Try it: Where the records below reach the line containing "position:absolute; inset:0; border:8px", start transcribing, and end with the line containing "ctx.save();", exactly and with nothing else added.

[Start of Attachment]

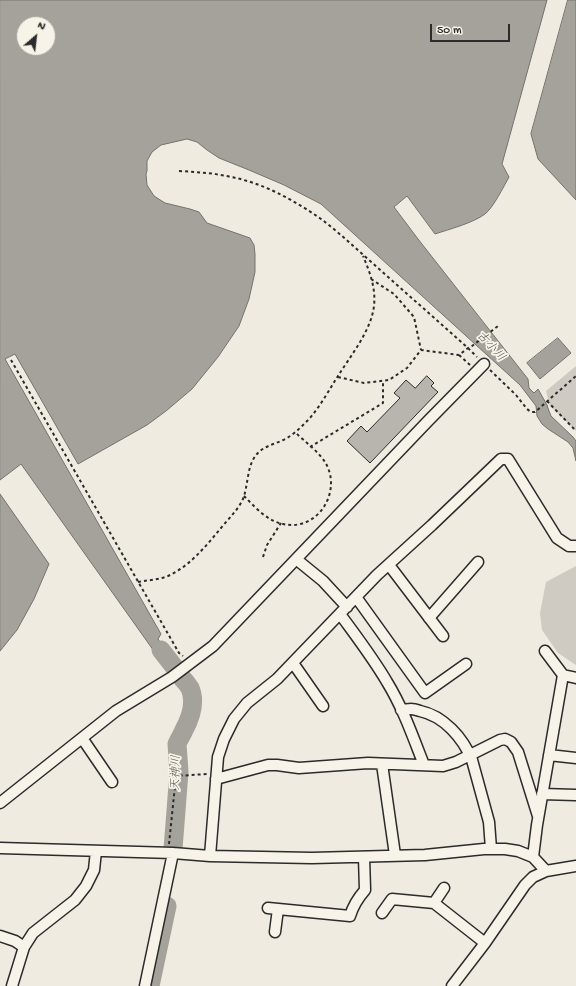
<!DOCTYPE html>
<html>
<head>
<meta charset="utf-8">
<style>
	body { margin:0 }
	#map { position:relative; width:576px; height:986px; overflow:hidden; background:#efebe0; font-family:"Gochi Hand",sans-serif }
	canvas { display:block }
	.north { position:absolute; left:16px; top:16px; width:40px; height:40px; box-sizing:border-box; background:#f7f3e8; border:1px solid #a5a39c; border-radius:50%; rotate:28deg; font-size:11px; font-weight:700; line-height:16px; text-align:center; color:#2b2b2b }
	.north::after { content:''; display:block; margin:auto; width:14px; height:18px; background:#2b2b2b; clip-path:polygon(50% 0,100% 100%,50% 72%,0 100%) }
	.scale { position:absolute; left:430px; top:24px; width:80px; height:18px; box-sizing:border-box; border:2px solid #2b2b2b; border-top:0; padding-left:5px; font-size:12px; line-height:14px; white-space:nowrap; color:#2b2b2b; -webkit-text-stroke:3px #f7f3e8; paint-order:stroke }
</style>
</head>
<body>
<div id="map">
<canvas width="576" height="986"></canvas>
<div class="north">N</div>
<div class="scale">50 m</div>
</div>
<script>
const g = document.querySelector('canvas').getContext('2d');
g.lineJoin = 'round';
function fill(path, color) { g.fillStyle = color; g.fill(path, 'evenodd'); }
function trace(path, color, width, dash) { g.strokeStyle = color; g.lineWidth = width; g.lineCap = dash ? 'butt' : 'round'; g.setLineDash(dash || []); g.stroke(path); }
function write(font, color, halo, rows, align = 'center') {
  g.font = font + ' "Gochi Hand","Klee One",sans-serif'; g.lineWidth = 3.5; g.setLineDash([]); g.textBaseline = 'middle'; g.strokeStyle = halo; g.fillStyle = color; for (const [text, x, y, turn = 0] of rows) {
    g.save(); g.translate(x, y); g.rotate((+turn || 0) * Math.PI / 180); g.textAlign = isNaN(turn) ? turn : align; if (halo) g.strokeText(text, 0, 0); g.fillText(text, 0, 0); g.restore();
  }
}
const green = new Path2D(`
	M576,366V431L550,406L546,391Z
	M576,566V665L558,653L542,630L540,613L546,582Z`);
const water = new Path2D(`
	M0,0H547L502,164L509,177C504,186 493,208 485,214C473,223 450,229 435,234L407,196L394,207L418,239L528,379L529,388L534,393L538,389L547,405L549,411L551,416L573,437L576,441V461L573,448L568,442L548,429L542,424L537,416L536,406L520,385L321,204L284,185L249,170L219,158L207,150L197,142L187,139L161,145L152,152L147,161V171L146,174L147,185L154,196L165,203L190,209L199,212L207,223L250,238L254,245L255,254V272L249,299L239,326L218,357L192,389L166,411L147,425L78,464L15,354L5,359L161,634L158,639L164,648L156,654L21,464L0,480ZM24,24H48V48H24Z
	M568,0H576V200L538,159L531,134Z
	M558,338L571,353L540,379L527,363Z
	M0,494L49,564L34,599L17,630L0,651Z`);
const river = new Path2D(`
	M161,650L175,668
	M173,849L179,772L177,744C179,739 182,735 184,730C191,717 196,702 190,688C188,685 185,681 182,678
	M150,986L167,906`);
const building = new Path2D(`
	M427,376L434,383L431,386L438,392L370,463L347,441L361,426L367,432L400,398L394,393L406,380L415,388Z`);
const path = new Path2D(`
	M179,171C197,172 214,173 231,177C263,183 294,200 321,219C328,224 335,230 342,236L468,348L477,357
	M371,279L394,294L414,317L421,350
	M459,355L470,365
	M11,360L179,653L183,656
	M490,370L516,395L527,409L531,412H535L576,376
	M338,377L364,383L389,380L407,368L421,350L459,355L468,348L472,346L498,326
	M547,401L576,431
	M310,447L383,403V381
	M244,496C255,507 267,521 283,524C318,532 343,491 325,462C318,451 304,441 295,432
	M263,557L267,545L281,523
	M138,582C148,580 158,580 168,576C190,566 206,546 221,528C229,518 238,510 243,499C248,486 247,469 254,458C262,445 275,445 287,438C292,435 297,431 301,427C317,413 327,393 338,376C351,355 371,331 374,306C376,289 370,272 363,256
	M169,844L176,776L207,774`);
const street = new Path2D(`
	M296,559L323,581L347,607
	M389,565L443,636
	M356,597L425,693L466,664
	M340,614C356,636 373,658 387,682C403,708 413,737 424,765
	M429,618L478,562
	M293,663L323,706
	M563,675L576,678
	M401,710C404,710 408,709 411,709C414,709 417,710 420,711C444,716 463,738 472,760L489,822L491,849
	M82,738L112,782
	M549,755L576,758
	M382,764L395,855
	M216,779L268,765H277L299,768L368,763L443,766L456,762L500,740L505,739L511,742L518,752L538,816
	M542,794L576,795
	M0,803L116,711L172,677L213,646L428,421L484,364
	M0,848L173,853L210,856L312,858L425,855L484,849H505L518,851L533,857L546,871
	M210,856L218,757L224,739L234,719L247,703L277,679L377,575L432,525L501,459H508L557,538L569,546H576
	M533,857L537,825L563,675L545,651
	M434,903L444,888
	M268,908L350,916C353,906 358,898 365,890L364,857
	M382,913L392,899L434,903L485,943
	M275,932L278,909
	M0,936L15,941L24,947
	M12,986L24,947L33,933L75,900L86,886L94,870L96,851
	M145,986L173,853
	M452,986L485,943L525,885L533,877L546,871L576,866`);
const waterNames = [
	["古小川",490,347,47],
	["天神川",177,773,-89]
];
fill(green, '#cfcbc2');
fill(water, '#a4a29a');
trace(water, '#74726e', 1);
trace(river, '#a4a29a', 19);
fill(building, '#b8b5ae');
trace(building, '#2b2b2b', 1);
trace(street, '#2b2b2b', 13);
trace(path, '#2b2b2b', 2, [3, 3]);
trace(street, '#f7f3e8', 10);
write('italic 12px', '#555552', '#f7f3e8', waterNames);
</script>
</body>
</html>
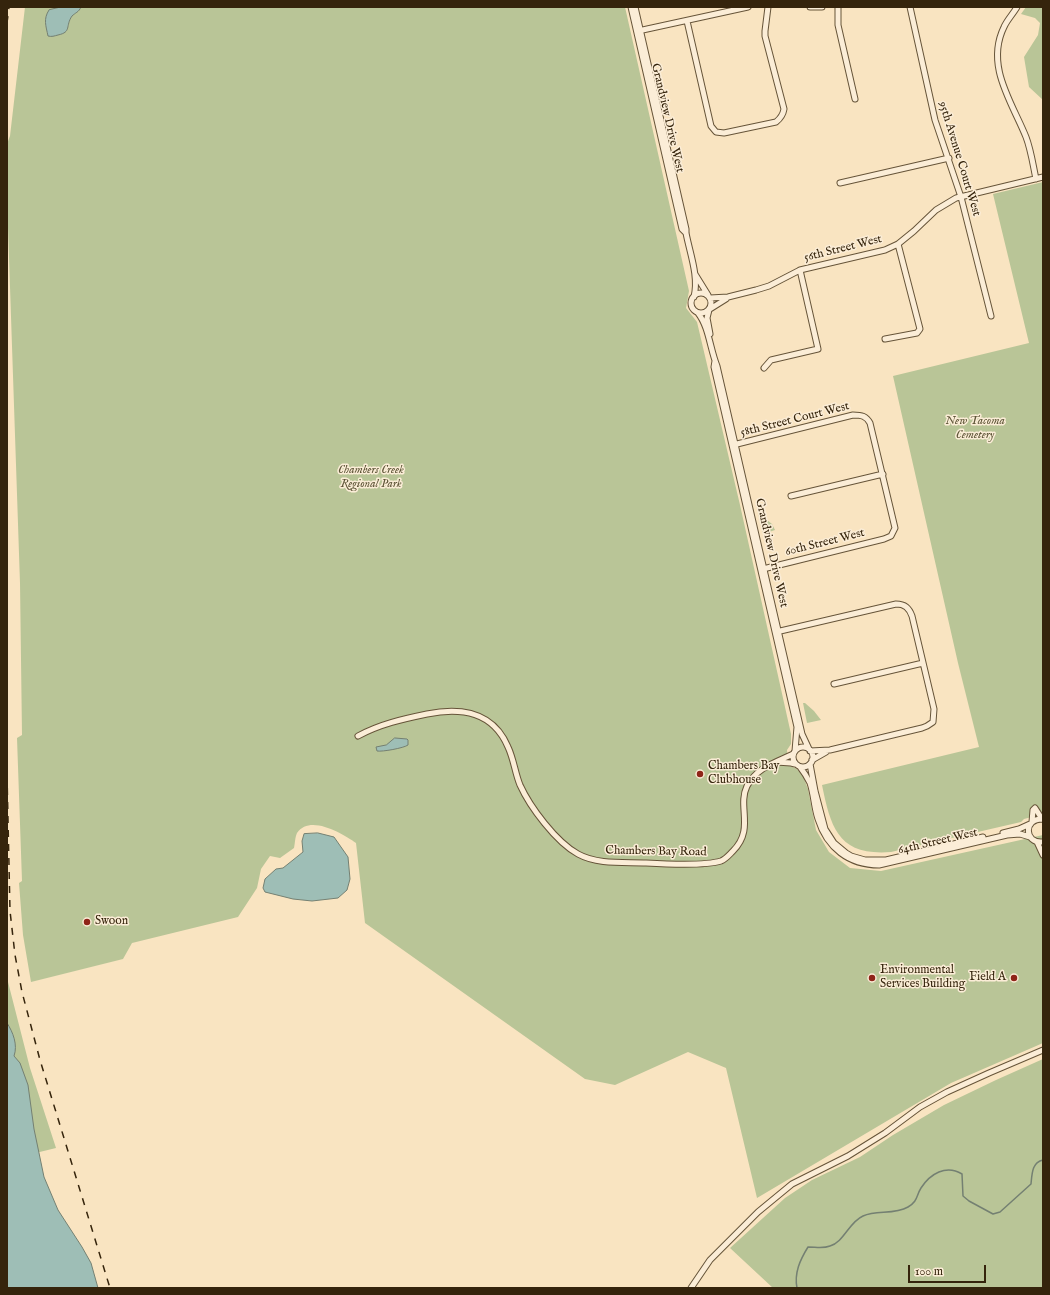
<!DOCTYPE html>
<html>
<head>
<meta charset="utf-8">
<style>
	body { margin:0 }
	#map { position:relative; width:1050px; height:1295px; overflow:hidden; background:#f9e4c1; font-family:"IM FELL English",serif }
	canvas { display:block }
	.frame { position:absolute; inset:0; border:8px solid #35240c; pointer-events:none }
	.scale { position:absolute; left:908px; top:1265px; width:78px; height:18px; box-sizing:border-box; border:2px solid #35240c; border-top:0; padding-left:5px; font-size:12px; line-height:14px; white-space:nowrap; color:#35240c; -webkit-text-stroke:3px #fbedd7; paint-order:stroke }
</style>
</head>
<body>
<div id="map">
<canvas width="1050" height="1295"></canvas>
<div class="frame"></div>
<div class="scale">100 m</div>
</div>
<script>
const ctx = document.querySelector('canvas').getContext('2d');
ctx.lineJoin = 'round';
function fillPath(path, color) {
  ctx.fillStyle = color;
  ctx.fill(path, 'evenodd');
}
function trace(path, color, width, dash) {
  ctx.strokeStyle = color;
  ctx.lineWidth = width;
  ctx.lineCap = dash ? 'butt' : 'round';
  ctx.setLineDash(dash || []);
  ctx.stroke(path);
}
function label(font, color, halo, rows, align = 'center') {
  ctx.font = font + ' "IM FELL English",serif';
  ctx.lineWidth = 3;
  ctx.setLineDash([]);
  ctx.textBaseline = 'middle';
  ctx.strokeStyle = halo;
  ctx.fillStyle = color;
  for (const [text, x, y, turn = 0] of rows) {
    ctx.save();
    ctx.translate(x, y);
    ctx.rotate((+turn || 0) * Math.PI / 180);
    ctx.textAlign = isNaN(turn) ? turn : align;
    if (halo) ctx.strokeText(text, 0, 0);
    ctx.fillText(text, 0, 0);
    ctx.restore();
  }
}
fillPath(new Path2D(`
	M 25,7 L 625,7 L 689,291 L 686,308 L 697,322 L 740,505 L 791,734 L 791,744 L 787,750 L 788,765 L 797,769 L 803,776 L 808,789 L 816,830 L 829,852 L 850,868 L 881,871 L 1043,835 L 1043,1043 L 951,1083 L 757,1198 L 726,1068 L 688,1052 L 615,1085 L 585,1079 L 365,923 L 356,843 C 343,834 310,814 297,833 C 295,837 295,844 294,848 L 280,858 L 270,856 L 261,869 L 257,888 L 238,917 L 132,943 L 123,959 L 31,982 L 23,935 L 19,883 L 22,881 L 17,738 L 22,735 L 20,583 L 7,198 L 7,144 L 10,136 Z
	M 1026,7 L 1043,7 L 1043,100 L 1029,87 L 1024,57 L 1038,35 L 1040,23 L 1035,18 L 1021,14 Z
	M 1043,182 L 1043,814 L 1024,819 L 1021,822 L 891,852 C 839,856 831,829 822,785 L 979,747 L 958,663 L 893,376 L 1029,343 L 993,194 Z
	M 758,513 L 772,524 L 775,530 L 763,534 Z
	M 803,703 L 805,703 L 814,711 L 821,720 L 807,723 Z
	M 7,978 L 30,1068 L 56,1148 L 11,1159 L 7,1135 Z
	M 1043,1059 L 1043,1288 L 773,1288 L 730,1248 L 785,1198 L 812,1180 L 860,1157 L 893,1135 L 944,1105 L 996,1080 Z`), '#b9c597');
const water = new Path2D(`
	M 61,7 L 81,7 C 79,12 75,13 72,16 C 65,26 72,32 58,35 C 54,36 52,37 48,36 C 46,26 43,19 49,10 Z
	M 395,738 L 407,739 L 408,740 L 408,745 C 404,748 382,752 377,751 L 376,747 L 386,745 Z
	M 318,833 L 334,837 L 348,857 L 350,879 L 347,890 L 338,898 L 312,901 L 293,899 L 265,892 L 263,888 L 265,879 L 276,869 L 283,868 L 303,852 L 302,841 L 304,834 Z
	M 7,1023 C 13,1032 18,1045 14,1056 L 20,1063 L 28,1085 L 34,1129 L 44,1177 L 58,1210 L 82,1247 L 91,1263 L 98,1288 L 7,1288 Z`);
fillPath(water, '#9ebeb6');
trace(water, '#748072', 1);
trace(new Path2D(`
	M 797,1288 C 794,1273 800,1260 808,1247 C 816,1247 823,1249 830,1246 C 844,1242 849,1222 863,1216 C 877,1210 894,1215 908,1207 C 918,1201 916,1196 921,1188 C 930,1174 946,1164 962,1174 L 963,1196 L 969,1201 L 993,1214 L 1000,1212 L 1031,1184 C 1032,1174 1032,1162 1043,1160`), '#748072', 1.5);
const minor = new Path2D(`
	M 631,7 L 682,229 L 686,233
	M 635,7 L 686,229 L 686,233 C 690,254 699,276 694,297
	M 810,7 L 822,7
	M 838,7 L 838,25 L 855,99
	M 910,7 L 935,120 L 961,197 L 991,316
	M 1017,7 C 1013,14 1007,20 1004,27 C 985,66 1012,102 1026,137 C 1031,150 1033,165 1036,179
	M 687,21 L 711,126 L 716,132 L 724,133 L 776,122 C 781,118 783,115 784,109 L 765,36 L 765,31 L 768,7
	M 638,31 L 748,7
	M 840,183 L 949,158
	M 695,274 L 708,295
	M691 303a10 10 0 1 1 20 0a10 10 0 1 1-20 0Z
	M 710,298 L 728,297 L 756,290 L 769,286 L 800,270 L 885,250 L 898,244 L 914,231 L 936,210 L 956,198 L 1043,177
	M 710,309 L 726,299
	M 709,310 L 707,318 L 710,334
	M 698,313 C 709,327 710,349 717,366 L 802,734 L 809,749
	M 885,339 L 917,333 L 920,329 L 898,244
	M 715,361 L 714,367 L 797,727 L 795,751
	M 764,368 L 771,360 L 818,349 L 800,270
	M 733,445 L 853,415 C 862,415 866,416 870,423 L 895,528 L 891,536 L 884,539 L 763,569
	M 791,496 L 883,474
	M 776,632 L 896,604 C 905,604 909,608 912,616 L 934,709 L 933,722 L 927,726 L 922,728 L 830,750 L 810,751
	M 834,684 L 923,663
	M 358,736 C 380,724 403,719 427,714 C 462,707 493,712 508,747 C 514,760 515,773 520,785 C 530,807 556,842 578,854 C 598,865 624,862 646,863 C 664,864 705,866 721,861 C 726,859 729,855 733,851 C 755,829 737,807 747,786 C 757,767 777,762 793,754
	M793 757a10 10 0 1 1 20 0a10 10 0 1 1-20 0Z
	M 812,760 L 826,752
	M 776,762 L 791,763 L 795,764
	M 810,764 L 815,791 L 825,829 L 834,843 L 846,853 L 851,856 L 865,860 L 886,860 L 983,837
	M 800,767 C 804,772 807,777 810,783 C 814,795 814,807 818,819 C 827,848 849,865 879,865 L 1007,835 L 1020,834 L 1030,837
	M 1043,819 C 1023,818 1024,844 1043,842
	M 1032,822 L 1033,810 L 1035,808 L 1042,819
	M 1003,833 L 1019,829 L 1030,824
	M 1037,842 L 1043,855
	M 691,1288 L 710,1260 L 758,1212 L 792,1184 L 848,1156 L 885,1133 L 920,1107 L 947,1092 L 989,1073 L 1043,1050`);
trace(minor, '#665439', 7);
trace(minor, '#fbedd7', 5);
trace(new Path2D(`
	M 7,23 L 9,7
	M 7,774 L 10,911 L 15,955 L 22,992 L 40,1060 L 110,1288`), '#35240c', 1.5, [7, 7]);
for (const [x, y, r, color] of [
	[700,774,4,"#8f2418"],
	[87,922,4,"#8f2418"],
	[872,978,4,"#8f2418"],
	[1014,978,4,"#8f2418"]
]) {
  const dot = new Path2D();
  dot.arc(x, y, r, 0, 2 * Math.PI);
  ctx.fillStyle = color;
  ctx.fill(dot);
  trace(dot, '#fbedd7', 1.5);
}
label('12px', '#35240c', '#fbedd7', [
	["Grandview Drive West",667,118,77],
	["95th Avenue Court West",959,159,73],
	["56th Street West",843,249,-14],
	["58th Street Court West",795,420,-14],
	["60th Street West",825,543,-14],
	["Grandview Drive West",771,553,77],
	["64th Street West",938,842,-13],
	["Chambers Bay Road",656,852,1]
]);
label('italic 12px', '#5d5436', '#fbedd7', [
	["New Tacoma",975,422],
	["Cemetery",975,436],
	["Chambers Creek",371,471],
	["Regional Park",371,485]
]);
label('12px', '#35240c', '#fbedd7', [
	["Chambers Bay",708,767],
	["Clubhouse",708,781],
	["Swoon",95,922],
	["Environmental",880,971],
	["Services Building",880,985],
	["Field A",1006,978,"right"]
], 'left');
</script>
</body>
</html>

[End of Attachment]

Written answer:
	.frame { position:absolute; inset:0; border:8px solid #35240c; pointer-events:none }
	.scale { position:absolute; left:908px; top:1265px; width:78px; height:18px; box-sizing:border-box; border:2px solid #35240c; border-top:0; padding-left:5px; font-size:12px; line-height:14px; white-space:nowrap; color:#35240c; -webkit-text-stroke:3px #fbedd7; paint-order:stroke }
</style>
</head>
<body>
<div id="map">
<canvas width="1050" height="1295"></canvas>
<div class="frame"></div>
<div class="scale">100 m</div>
</div>
<script>
const ctx = document.querySelector('canvas').getContext('2d');
ctx.lineJoin = 'round';
function fillPath(path, color) {
  ctx.fillStyle = color;
  ctx.fill(path, 'evenodd');
}
function trace(path, color, width, dash) {
  ctx.strokeStyle = color;
  ctx.lineWidth = width;
  ctx.lineCap = dash ? 'butt' : 'round';
  ctx.setLineDash(dash || []);
  ctx.stroke(path);
}
function label(font, color, halo, rows, align = 'center') {
  ctx.font = font + ' "IM FELL English",serif';
  ctx.lineWidth = 3;
  ctx.setLineDash([]);
  ctx.textBaseline = 'middle';
  ctx.strokeStyle = halo;
  ctx.fillStyle = color;
  for (const [text, x, y, turn = 0] of rows) {
    ctx.save();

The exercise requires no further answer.